The expanding population, at about 1.3% per year, and changing demographics have helped Turkey’s food and beverage sector outpace global growth and make it a key market for investment. According to state statistics, a quarter of household spending goes to food, drinks and tobacco. Worldwide, the food and beverage market is estimated to be growing at about 3% a year, but the forecasted rate in Turkey is much higher, at around 6%, according to a report by Deloitte. Supported by the Turkish agriculture sector and its many crops, total food and beverage production and processing reached TL8.8bn (€3.8bn) in 2009, accounting for about 1% of GDP. Meat products, baked goods, dairy, oils, alcoholic and non-alcoholic drinks, ready-made food and baby food are amongst the important sub-sectors.

“Turkey has traditional eating habits that remain stable in the majority of the population. However, the Turkish food sector is becoming more elaborate as retailers require higher standards from food manufacturers, mass grocery retailers gain a widespread presence and disposable incomes continue to rise,” Deloitte stated, adding that food consumption is likely to rise to more than TL100bn (€43.2bn) in 2014.

New Growth

Business Monitor International (BMI) calls Turkey “one the few genuinely exciting long-term growth markets within European retail,” and that is largely due to the food and beverage industry. BMI forecasts per-capita sales of food rising 6.8%, alcoholic drinks up 10.5%, soft drinks climbing 12.7% and grocery retail 12% higher throughout 2013. The Scientific and Technological Research Council of Turkey, (TÜBITAK) reports that the added value of the food sector is estimated to be €45bn per annum, representing one-fifth of the manufacturing sector’s total output.

Potential for sustained growth in the sector is strong. A young and sophisticated domestic market is bolstered by substantial additional revenue from tourists. Recent increases in the number of women in the workforce is also boosting production. “The number of women employed full time has led to more interest in packaged and processed food, such as ready-to-eat meals and frozen food,” according to the Investment Support and Promotion Agency website.

Milk & Bread

The food business brought in $4bn in foreign direct investment over the past decade, according to the investment agency. Key products set to attract more money include the basic staples. Turkey is one of the highest per-capita bread consumers in the world. The average Turk eats almost 150 kg of bread per year, yet only about 1% is pre-packaged.

Dairy is also an obvious target for investment, since milk, yoghurt, cheese, kefir and ayran (a local yoghurt-based drink) have historically been produced by small dairies, even though Turkey ranks 12th among world milk producers, according to the International Farm Comparison Network.

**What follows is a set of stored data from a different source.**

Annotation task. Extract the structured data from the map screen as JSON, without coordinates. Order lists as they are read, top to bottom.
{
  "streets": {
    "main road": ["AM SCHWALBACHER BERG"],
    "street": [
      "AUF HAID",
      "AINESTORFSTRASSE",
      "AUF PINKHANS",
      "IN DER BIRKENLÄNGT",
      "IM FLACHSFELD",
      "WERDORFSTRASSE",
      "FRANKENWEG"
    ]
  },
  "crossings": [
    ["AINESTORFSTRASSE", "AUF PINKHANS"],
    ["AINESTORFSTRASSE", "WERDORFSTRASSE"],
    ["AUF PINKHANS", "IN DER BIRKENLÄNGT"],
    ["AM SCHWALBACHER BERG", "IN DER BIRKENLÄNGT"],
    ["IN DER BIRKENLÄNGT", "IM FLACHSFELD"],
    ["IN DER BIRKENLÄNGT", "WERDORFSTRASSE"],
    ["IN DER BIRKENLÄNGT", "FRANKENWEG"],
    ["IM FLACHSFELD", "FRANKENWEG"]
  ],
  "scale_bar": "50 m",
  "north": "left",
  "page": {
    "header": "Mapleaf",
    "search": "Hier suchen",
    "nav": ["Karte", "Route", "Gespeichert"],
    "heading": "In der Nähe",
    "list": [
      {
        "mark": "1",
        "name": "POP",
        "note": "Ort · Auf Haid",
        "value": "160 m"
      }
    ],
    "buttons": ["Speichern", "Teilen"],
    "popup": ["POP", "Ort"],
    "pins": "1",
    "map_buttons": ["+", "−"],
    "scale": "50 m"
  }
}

In fact, small and medium-sized enterprises (SMEs) constitute 90% of the food and beverage sector, says TÜBITAK, so there is clearly room for additional sector consolidation.

Soft drinks and fruit juice make up more than a third of the beverage industry’s capacity. “Food and beverage demand has dramatically increased in Turkey amid population growth and economic expansion,” Demir Şarman, chief executive of Anadolu ETAP, the largest fruit grower in Turkey and a major food processor. “This is reflected by the increase in juice consumption per capita, from 2 litres to 10 litres over the past decade.”

Alcoholic Drinks

According to Euromonitor, alcohol consumption is on the rise in Turkey from 18.3 litres per person in 2005 to 20.5 litres in 2010. This comes despite government attempts to rein in drinking with taxes and other restrictions, such as efforts to raise the legal drinking age and ban alcohol from certain city districts. The top four alcoholic beverages are beer, the aniseed-flavoured national spirit rakı, wine and vodka. Although beer dominates, making up 90% of total alcohol production, wine is the fastest-growing segment, jumping 50% in the first half of 2010, according to figures from the Tobacco and Alcohol Market Regulatory Authority. Turkey prides itself on being the birthplace of wine: the Bible contains an account of Noah planting a vineyard near Mount Ararat, an area in eastern Turkey where the varietal Buzbağ is still produced today.

Religious prohibitions have helped to limit overall alcohol consumption and this is perhaps most obvious in the case of wine, where per-capita consumption is less than half a litre annually, compared to 46 litres in France, according to the Wine Institute. Yet Turkey has the world’s fourth-highest acreage devoted to grape growing, trailing only Spain, Italy and France. The sector appears well-positioned for growth, especially in exports. A handful of large producers and some 300 small-sized winemakers (located mainly in central and western Turkey) have total annual capacity of 120m litres. Of that, Turkey exported only 3.6m litres, mainly to Belgium, northern Cyprus and Germany.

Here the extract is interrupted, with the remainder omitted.